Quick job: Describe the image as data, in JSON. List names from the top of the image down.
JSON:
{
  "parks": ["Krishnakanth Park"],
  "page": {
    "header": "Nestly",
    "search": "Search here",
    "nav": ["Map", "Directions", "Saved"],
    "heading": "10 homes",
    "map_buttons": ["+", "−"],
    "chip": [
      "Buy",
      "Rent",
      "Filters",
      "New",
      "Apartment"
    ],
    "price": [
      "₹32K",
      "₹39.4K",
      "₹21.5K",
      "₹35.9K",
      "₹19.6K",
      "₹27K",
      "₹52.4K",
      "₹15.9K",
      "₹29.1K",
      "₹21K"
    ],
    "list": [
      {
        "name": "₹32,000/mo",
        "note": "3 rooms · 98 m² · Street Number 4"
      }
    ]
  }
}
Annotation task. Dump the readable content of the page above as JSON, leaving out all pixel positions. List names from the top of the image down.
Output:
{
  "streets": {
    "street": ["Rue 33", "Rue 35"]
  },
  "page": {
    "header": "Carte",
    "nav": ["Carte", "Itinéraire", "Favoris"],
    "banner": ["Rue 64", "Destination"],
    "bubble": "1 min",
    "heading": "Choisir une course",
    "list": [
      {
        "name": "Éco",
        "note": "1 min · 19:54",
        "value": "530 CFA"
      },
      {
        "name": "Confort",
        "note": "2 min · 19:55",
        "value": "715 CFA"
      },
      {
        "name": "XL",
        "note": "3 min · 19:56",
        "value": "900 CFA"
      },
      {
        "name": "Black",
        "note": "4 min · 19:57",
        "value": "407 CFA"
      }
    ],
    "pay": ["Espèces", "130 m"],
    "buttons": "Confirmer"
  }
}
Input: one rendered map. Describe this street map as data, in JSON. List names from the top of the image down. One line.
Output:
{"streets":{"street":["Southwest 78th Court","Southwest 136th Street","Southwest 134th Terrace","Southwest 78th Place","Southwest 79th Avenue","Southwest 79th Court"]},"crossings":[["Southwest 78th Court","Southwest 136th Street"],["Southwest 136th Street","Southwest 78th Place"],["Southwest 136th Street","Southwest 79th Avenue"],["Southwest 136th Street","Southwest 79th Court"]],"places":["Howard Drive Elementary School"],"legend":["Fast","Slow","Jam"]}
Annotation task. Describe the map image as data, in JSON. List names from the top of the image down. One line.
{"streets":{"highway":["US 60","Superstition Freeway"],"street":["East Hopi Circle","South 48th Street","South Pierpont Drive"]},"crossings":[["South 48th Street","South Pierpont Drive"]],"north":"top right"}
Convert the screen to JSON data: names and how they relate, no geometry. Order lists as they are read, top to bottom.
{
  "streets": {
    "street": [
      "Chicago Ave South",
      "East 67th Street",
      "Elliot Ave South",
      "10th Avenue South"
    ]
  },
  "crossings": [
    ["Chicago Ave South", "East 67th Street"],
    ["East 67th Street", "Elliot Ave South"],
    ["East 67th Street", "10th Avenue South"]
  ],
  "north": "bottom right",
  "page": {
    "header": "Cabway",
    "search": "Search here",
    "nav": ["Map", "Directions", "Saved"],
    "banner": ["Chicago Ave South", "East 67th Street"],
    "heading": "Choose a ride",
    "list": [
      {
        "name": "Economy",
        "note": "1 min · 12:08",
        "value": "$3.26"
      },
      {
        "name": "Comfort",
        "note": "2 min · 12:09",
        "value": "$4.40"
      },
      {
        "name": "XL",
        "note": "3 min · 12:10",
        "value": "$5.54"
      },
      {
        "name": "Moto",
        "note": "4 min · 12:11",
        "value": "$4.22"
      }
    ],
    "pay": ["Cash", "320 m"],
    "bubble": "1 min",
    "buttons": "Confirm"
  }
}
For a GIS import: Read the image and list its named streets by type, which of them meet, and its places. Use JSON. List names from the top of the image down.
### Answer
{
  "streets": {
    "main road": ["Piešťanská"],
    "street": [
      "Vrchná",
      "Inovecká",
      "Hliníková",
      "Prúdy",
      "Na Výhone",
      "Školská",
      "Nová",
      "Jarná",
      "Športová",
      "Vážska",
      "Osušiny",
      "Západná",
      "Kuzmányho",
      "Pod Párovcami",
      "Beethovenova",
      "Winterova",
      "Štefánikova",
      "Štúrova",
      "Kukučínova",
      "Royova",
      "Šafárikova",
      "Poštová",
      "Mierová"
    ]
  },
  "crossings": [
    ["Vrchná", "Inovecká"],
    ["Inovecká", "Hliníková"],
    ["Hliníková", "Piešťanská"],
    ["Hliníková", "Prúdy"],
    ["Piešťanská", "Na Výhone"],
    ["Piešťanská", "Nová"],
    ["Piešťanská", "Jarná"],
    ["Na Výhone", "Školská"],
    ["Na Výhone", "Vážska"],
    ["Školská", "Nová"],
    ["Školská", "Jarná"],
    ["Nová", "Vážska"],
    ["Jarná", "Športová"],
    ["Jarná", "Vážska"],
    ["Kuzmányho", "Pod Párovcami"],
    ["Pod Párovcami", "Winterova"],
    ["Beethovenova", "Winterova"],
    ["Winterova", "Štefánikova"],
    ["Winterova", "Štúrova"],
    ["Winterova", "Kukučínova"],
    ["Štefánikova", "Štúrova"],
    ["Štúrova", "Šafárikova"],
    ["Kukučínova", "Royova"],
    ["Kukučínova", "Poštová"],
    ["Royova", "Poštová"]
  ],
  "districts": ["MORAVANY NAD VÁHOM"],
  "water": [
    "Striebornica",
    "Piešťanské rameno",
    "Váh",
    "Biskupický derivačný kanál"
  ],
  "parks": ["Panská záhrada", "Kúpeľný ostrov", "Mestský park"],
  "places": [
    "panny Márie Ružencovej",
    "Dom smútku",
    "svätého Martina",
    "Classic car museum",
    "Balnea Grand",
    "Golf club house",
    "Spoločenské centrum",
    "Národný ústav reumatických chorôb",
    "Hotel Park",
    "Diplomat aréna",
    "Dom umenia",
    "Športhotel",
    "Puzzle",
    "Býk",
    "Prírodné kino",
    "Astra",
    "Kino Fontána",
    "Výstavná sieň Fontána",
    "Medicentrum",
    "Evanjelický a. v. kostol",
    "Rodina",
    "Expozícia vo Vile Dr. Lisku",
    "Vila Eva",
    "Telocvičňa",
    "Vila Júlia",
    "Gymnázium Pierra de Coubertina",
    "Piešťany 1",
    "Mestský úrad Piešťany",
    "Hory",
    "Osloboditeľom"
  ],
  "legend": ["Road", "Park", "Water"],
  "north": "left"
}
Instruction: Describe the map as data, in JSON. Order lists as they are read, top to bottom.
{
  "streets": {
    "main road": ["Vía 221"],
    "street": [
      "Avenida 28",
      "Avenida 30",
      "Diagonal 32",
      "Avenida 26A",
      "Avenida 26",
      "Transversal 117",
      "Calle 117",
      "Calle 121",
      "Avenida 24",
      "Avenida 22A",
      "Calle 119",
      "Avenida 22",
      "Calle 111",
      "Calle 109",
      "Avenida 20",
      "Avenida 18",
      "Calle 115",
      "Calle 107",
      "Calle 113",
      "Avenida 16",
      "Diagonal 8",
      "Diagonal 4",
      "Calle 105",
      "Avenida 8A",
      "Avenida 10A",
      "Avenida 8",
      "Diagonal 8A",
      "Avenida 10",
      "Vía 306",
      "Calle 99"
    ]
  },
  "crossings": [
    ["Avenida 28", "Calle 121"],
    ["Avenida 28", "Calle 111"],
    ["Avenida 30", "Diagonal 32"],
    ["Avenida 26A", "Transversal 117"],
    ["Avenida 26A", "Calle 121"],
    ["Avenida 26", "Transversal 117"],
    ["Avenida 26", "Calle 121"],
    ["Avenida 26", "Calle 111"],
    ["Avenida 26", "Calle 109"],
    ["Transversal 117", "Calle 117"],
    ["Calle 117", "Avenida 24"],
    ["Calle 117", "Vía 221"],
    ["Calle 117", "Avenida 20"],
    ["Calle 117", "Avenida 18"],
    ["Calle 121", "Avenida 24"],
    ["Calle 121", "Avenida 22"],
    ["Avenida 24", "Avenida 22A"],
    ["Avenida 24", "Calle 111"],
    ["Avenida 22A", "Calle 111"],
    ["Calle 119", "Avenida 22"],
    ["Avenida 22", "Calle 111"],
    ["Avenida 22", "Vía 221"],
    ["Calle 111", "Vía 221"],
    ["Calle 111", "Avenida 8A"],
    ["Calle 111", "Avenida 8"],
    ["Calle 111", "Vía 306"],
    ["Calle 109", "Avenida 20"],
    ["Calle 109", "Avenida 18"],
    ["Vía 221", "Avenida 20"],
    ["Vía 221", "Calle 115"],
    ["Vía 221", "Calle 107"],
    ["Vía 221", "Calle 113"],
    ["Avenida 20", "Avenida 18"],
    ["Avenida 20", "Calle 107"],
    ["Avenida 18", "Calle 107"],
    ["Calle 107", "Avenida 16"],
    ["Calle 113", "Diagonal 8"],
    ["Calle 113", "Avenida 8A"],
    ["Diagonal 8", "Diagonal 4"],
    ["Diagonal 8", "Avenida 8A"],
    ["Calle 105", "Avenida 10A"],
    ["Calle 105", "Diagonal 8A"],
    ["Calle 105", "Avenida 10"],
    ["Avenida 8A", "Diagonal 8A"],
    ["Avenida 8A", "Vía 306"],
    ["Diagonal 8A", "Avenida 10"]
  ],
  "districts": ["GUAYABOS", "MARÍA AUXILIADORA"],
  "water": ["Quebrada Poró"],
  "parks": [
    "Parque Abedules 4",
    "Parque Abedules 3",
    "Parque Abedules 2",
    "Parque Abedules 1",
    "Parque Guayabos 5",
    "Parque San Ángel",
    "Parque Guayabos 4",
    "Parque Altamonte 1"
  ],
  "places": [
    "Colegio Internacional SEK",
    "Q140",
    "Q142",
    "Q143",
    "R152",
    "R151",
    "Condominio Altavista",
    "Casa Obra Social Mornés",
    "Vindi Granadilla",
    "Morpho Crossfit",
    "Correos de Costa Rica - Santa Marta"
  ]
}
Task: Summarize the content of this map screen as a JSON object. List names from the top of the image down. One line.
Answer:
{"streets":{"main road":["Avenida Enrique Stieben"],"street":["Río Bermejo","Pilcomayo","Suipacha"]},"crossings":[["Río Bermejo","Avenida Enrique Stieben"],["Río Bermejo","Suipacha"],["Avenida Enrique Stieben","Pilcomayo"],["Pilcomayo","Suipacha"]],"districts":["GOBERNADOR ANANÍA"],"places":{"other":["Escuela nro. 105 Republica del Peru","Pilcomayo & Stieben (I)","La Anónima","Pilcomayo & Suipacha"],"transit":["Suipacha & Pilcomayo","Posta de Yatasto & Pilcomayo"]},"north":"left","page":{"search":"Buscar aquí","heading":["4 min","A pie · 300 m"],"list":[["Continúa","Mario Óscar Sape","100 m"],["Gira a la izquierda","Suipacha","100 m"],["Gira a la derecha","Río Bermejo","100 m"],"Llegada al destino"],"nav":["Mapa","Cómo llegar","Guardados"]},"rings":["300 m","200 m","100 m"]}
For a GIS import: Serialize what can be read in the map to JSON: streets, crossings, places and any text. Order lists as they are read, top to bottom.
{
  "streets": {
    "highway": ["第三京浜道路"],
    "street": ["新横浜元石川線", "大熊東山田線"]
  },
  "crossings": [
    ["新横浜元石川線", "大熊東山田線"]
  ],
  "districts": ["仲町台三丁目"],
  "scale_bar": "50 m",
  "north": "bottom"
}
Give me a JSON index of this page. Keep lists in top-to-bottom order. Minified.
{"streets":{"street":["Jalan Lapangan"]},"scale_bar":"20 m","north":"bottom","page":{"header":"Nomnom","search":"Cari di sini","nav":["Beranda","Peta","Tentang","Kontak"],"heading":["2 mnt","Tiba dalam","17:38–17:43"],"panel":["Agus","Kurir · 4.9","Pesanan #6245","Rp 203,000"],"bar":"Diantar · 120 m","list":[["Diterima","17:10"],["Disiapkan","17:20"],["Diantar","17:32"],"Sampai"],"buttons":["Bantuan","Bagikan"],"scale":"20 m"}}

^^^^

EXERCISE OBJECTIVE:
State how many lines contain the word "Poštová" across the listing, and give no other text.

EXERCISE OUTPUT:
3